ABD’de 1979 yılında kısmi çekirdek erimesinin meydana geldiği Three Mile Island nükleer santralında söküm sırasında yöneticilik yapan Lake Barret TEPCO’nun yakıtı uzaklaştırmak için robot kullanacağını ve bunları nihai depolama yerine nakletmeden önce sahada metal kaplarda tutacağını belirtiyor. Three Mile Island santralında da bunların yapıldığını, ancak bu kez hasarın ve enkazın çok daha büyük olduğunu ve çok daha karmaşık mühendislik çalışmaları gerektirdiğini söylüyor. Bununla birlikte, Japonların mükemmel teknik beceriye sahip olduğunu ve robot teknolojisinin son 30 yılda çok ilerlediğini de ekliyor.

Greenpeace Almanya’dan nükleer uzman Shaun Burnie ise bu devasa temizleme işinin zamanında tamamlanacağından kuşku duyuyor ve radyoaktivitenin tamamen kontrol altına alınıp alınmadığını sorguluyor.

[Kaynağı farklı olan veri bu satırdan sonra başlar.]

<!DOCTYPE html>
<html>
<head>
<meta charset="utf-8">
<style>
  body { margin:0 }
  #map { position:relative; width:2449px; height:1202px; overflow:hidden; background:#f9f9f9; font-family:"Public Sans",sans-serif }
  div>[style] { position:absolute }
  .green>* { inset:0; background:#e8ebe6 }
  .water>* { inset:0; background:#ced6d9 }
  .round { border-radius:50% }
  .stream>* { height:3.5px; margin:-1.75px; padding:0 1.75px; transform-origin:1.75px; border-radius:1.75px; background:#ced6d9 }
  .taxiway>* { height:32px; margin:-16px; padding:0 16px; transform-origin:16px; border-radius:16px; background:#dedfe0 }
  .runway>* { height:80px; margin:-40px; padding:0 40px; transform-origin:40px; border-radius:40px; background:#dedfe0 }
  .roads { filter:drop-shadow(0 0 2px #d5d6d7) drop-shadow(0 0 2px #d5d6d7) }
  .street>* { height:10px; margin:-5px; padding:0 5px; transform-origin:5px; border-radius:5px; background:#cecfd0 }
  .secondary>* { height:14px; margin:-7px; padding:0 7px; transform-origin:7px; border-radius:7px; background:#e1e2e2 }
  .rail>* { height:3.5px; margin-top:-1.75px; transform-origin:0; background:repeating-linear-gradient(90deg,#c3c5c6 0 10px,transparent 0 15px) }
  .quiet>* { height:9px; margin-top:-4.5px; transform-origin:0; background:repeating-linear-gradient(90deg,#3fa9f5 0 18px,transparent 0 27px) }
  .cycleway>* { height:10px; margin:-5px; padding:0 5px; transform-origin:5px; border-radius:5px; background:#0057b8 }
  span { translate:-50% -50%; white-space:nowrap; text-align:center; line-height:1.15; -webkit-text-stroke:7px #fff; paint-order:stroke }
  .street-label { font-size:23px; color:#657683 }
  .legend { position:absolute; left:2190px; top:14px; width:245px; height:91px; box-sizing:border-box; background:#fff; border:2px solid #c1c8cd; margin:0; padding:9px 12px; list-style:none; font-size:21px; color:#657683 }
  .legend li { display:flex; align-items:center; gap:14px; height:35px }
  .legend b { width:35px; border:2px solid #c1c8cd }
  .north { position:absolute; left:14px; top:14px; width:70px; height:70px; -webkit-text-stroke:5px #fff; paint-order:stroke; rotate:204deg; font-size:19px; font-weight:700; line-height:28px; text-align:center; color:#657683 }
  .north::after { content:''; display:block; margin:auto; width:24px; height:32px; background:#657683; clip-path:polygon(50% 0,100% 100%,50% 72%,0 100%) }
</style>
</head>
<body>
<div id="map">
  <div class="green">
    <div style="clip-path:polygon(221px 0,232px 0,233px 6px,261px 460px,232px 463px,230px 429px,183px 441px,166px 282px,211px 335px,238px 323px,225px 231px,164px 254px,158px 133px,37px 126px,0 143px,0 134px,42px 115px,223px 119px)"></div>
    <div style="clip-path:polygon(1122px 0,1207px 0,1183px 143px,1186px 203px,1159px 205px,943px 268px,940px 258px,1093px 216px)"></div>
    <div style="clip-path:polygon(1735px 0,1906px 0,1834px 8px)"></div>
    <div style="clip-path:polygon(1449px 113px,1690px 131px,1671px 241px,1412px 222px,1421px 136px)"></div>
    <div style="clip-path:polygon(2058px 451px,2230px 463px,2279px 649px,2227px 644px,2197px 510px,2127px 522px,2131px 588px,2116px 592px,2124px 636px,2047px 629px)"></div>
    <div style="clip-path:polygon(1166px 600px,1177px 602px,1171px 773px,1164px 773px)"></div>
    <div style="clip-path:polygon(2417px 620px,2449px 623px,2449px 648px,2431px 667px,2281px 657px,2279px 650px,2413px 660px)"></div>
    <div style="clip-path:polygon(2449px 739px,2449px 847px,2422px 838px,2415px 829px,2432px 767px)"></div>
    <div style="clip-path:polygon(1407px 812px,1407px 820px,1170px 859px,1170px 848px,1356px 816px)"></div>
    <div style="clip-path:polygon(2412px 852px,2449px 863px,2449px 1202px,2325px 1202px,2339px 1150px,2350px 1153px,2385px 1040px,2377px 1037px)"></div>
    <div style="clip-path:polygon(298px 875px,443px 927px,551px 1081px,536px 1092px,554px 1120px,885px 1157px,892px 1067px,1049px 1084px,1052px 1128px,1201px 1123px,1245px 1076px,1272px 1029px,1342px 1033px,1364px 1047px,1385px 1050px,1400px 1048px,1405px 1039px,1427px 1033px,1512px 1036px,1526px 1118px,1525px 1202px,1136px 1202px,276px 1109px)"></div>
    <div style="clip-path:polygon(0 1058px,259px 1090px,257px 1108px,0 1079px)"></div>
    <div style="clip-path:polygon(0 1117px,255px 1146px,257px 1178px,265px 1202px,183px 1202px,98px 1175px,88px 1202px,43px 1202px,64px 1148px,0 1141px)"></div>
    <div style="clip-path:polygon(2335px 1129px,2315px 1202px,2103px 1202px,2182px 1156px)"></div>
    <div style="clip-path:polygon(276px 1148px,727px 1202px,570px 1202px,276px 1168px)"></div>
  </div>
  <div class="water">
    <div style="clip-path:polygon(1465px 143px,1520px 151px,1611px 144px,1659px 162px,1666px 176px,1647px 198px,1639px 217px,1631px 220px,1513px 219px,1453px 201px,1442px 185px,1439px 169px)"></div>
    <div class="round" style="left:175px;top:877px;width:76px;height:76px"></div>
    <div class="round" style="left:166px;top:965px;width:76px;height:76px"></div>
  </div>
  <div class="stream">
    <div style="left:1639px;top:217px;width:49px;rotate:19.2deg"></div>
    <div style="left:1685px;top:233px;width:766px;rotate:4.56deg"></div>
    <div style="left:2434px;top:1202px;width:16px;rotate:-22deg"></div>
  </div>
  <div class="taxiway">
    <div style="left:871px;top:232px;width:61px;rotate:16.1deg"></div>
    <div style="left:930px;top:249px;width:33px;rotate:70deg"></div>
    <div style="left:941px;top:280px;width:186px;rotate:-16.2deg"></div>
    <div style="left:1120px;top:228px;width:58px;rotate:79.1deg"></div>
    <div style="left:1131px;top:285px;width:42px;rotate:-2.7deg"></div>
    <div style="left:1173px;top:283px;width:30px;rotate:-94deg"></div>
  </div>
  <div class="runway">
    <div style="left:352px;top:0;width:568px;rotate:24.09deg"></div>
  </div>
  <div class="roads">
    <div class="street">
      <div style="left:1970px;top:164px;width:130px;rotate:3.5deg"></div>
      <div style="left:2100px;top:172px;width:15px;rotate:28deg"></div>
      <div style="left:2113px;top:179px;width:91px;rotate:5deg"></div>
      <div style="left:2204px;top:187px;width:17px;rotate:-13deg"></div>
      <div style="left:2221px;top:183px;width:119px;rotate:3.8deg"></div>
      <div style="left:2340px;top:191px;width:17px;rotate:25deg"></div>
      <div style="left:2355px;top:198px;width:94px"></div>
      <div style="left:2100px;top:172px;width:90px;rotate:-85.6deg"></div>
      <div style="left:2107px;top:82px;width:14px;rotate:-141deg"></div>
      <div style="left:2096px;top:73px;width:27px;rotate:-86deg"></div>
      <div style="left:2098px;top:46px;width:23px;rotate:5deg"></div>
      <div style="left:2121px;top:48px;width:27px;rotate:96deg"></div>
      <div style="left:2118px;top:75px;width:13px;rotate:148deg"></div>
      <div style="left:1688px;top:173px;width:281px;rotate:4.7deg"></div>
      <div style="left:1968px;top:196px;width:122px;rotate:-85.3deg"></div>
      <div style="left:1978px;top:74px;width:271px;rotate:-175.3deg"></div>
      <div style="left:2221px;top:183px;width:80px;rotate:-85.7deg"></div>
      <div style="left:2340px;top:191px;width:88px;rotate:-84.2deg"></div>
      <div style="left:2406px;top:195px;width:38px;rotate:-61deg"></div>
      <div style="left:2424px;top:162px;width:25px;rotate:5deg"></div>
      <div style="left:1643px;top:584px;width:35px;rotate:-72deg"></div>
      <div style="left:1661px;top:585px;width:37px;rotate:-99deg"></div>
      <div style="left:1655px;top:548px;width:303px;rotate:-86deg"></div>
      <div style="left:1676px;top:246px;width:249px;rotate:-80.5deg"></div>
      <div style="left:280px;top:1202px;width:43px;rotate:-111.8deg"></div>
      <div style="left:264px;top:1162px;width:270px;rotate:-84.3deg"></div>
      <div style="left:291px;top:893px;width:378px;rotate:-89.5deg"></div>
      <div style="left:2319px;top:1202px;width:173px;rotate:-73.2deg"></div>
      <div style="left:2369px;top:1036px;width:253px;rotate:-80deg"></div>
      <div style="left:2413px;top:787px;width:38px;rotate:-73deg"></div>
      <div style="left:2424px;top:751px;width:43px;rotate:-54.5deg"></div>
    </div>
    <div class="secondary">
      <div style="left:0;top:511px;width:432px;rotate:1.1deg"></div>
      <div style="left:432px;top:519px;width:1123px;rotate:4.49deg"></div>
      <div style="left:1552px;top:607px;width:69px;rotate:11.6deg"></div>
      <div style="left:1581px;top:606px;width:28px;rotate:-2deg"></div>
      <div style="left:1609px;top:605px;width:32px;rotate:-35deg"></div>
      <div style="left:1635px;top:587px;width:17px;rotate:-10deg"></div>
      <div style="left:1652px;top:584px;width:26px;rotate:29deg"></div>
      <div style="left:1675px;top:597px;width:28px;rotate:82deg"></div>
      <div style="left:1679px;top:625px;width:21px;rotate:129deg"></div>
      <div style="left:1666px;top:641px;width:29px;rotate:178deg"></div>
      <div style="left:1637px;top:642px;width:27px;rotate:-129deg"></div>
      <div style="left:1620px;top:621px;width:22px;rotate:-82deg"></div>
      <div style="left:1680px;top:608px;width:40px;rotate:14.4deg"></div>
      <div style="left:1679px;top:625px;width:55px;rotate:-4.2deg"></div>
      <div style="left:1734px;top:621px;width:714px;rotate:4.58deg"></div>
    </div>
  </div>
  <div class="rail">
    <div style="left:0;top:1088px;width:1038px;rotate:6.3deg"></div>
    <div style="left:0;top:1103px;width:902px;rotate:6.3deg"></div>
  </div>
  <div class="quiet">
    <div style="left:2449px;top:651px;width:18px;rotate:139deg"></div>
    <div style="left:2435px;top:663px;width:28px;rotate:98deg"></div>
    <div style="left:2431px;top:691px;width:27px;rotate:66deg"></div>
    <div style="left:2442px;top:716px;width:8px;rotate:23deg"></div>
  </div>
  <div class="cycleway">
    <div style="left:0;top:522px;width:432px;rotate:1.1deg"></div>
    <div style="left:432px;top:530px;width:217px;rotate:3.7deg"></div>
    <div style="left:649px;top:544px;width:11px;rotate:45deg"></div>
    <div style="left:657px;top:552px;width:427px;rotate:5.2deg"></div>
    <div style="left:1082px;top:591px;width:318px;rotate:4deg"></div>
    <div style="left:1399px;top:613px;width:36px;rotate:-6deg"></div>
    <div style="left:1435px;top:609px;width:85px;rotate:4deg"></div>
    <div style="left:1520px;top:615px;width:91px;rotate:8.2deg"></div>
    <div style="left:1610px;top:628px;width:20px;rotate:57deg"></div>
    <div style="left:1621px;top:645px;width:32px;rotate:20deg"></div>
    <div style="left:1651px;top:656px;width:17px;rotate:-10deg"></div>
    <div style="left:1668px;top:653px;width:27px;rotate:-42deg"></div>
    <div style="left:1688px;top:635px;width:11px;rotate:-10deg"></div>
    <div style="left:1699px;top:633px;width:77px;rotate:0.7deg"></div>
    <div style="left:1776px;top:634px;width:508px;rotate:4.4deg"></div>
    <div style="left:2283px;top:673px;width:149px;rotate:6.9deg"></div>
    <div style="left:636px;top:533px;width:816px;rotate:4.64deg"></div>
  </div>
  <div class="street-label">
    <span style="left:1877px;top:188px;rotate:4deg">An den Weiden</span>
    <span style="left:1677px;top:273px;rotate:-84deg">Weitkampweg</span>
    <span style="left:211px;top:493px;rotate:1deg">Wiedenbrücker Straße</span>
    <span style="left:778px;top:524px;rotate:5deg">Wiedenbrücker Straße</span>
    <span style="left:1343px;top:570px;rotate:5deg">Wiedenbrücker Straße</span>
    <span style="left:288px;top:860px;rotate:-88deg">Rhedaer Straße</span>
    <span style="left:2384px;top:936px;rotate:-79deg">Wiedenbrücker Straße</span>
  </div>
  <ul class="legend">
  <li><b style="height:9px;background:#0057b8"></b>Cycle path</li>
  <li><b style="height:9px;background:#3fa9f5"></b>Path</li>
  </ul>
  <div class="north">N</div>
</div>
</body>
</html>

TEPCO yakıtın durumunu kanıtlayana kadar, malzemenin etkisi ve verdiği zararın dolayısıyla radyasyonun gelecekte çevreye nasıl sızabileceğine ilişkin bir kesin bilgi olamayacağını belirtiyor.

Aralık 2014’e kadar 4. reaktörden 1533 yakıt çubuğunun güvenli şekilde çıkarılmasına karşılık diğer üç ünitede hala yüzlerce çubuk bulunuyor. Bu iş için önce yapı molozlarını temizlemek, zırhları monte etmek, bina çatılarını sökmek ve çubukları çıkarmak için platformları ve özel ekipmanı kurmak gerekiyor. Geçen ay (Şubat 2018) 3. Ünitede depolama havuzundaki 533 yakıt çubuğunu çıkarmak için 55 tonluk bir kubbe çatı monte edildi. TEPCO’ya göre, 3. ünitede çıkarma işleminin 2019 Nisan ayından önce başlaması beklenirken, 1. ve 2. ünitelerdeki yakıtın 2023’den önce nakledilmeye hazır hale gelmesi beklenmiyor. Bu arada yakıtın ve katı haldeki radyoaktif malzemenin sahada nerede depolanacağı ve uzun süreli muhafazada nerede tutulacağına karar verilmiş değil. Geçen ay sahadaki yaklaşık 61 bin ton kapasiteli dokuzuncu katı atık depolama binası işletmeye sokuldu.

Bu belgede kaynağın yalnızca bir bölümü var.